## Activity
Below are the records; repeat them in full, exactly.

## Data for the task
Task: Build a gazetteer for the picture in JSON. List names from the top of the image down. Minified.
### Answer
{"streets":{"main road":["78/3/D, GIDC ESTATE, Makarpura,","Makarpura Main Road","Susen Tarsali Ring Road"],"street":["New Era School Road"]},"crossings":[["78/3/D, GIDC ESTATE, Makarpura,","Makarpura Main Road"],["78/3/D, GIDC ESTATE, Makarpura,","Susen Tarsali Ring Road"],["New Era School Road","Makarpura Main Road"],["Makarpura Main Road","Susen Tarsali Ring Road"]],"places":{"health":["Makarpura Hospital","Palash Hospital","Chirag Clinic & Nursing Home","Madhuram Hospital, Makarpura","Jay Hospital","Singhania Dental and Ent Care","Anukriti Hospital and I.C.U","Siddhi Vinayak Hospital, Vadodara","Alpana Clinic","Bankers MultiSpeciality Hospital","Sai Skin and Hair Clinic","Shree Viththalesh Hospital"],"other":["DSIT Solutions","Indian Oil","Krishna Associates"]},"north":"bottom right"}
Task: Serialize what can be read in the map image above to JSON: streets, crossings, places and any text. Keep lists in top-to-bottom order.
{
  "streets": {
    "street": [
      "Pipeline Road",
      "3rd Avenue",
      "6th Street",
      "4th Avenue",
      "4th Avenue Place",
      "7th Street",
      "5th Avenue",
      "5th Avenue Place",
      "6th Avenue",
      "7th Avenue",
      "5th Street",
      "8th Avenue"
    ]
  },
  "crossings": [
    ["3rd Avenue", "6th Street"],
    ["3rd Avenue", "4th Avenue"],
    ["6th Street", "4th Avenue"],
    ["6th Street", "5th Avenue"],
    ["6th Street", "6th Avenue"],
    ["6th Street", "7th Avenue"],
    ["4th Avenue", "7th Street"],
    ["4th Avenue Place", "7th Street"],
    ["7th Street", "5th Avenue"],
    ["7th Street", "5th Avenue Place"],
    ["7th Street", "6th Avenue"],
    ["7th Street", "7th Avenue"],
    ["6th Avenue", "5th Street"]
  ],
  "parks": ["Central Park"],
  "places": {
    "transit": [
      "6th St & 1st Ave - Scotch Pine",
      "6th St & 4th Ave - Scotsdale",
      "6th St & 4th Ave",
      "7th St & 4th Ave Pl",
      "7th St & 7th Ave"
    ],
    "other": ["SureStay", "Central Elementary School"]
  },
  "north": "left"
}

## Problem solution
Task: Build a gazetteer for the picture in JSON. List names from the top of the image down. Minified.
### Answer
{"streets":{"main road":["78/3/D, GIDC ESTATE, Makarpura,","Makarpura Main Road","Susen Tarsali Ring Road"],"street":["New Era School Road"]},"crossings":[["78/3/D, GIDC ESTATE, Makarpura,","Makarpura Main Road"],["78/3/D, GIDC ESTATE, Makarpura,","Susen Tarsali Ring Road"],["New Era School Road","Makarpura Main Road"],["Makarpura Main Road","Susen Tarsali Ring Road"]],"places":{"health":["Makarpura Hospital","Palash Hospital","Chirag Clinic & Nursing Home","Madhuram Hospital, Makarpura","Jay Hospital","Singhania Dental and Ent Care","Anukriti Hospital and I.C.U","Siddhi Vinayak Hospital, Vadodara","Alpana Clinic","Bankers MultiSpeciality Hospital","Sai Skin and Hair Clinic","Shree Viththalesh Hospital"],"other":["DSIT Solutions","Indian Oil","Krishna Associates"]},"north":"bottom right"}
Task: Serialize what can be read in the map image above to JSON: streets, crossings, places and any text. Keep lists in top-to-bottom order.
{
  "streets": {
    "street": [
      "Pipeline Road",
      "3rd Avenue",
      "6th Street",
      "4th Avenue",
      "4th Avenue Place",
      "7th Street",
      "5th Avenue",
      "5th Avenue Place",
      "6th Avenue",
      "7th Avenue",
      "5th Street",
      "8th Avenue"
    ]
  },
  "crossings": [
    ["3rd Avenue", "6th Street"],
    ["3rd Avenue", "4th Avenue"],
    ["6th Street", "4th Avenue"],
    ["6th Street", "5th Avenue"],
    ["6th Street", "6th Avenue"],
    ["6th Street", "7th Avenue"],
    ["4th Avenue", "7th Street"],
    ["4th Avenue Place", "7th Street"],
    ["7th Street", "5th Avenue"],
    ["7th Street", "5th Avenue Place"],
    ["7th Street", "6th Avenue"],
    ["7th Street", "7th Avenue"],
    ["6th Avenue", "5th Street"]
  ],
  "parks": ["Central Park"],
  "places": {
    "transit": [
      "6th St & 1st Ave - Scotch Pine",
      "6th St & 4th Ave - Scotsdale",
      "6th St & 4th Ave",
      "7th St & 4th Ave Pl",
      "7th St & 7th Ave"
    ],
    "other": ["SureStay", "Central Elementary School"]
  },
  "north": "left"
}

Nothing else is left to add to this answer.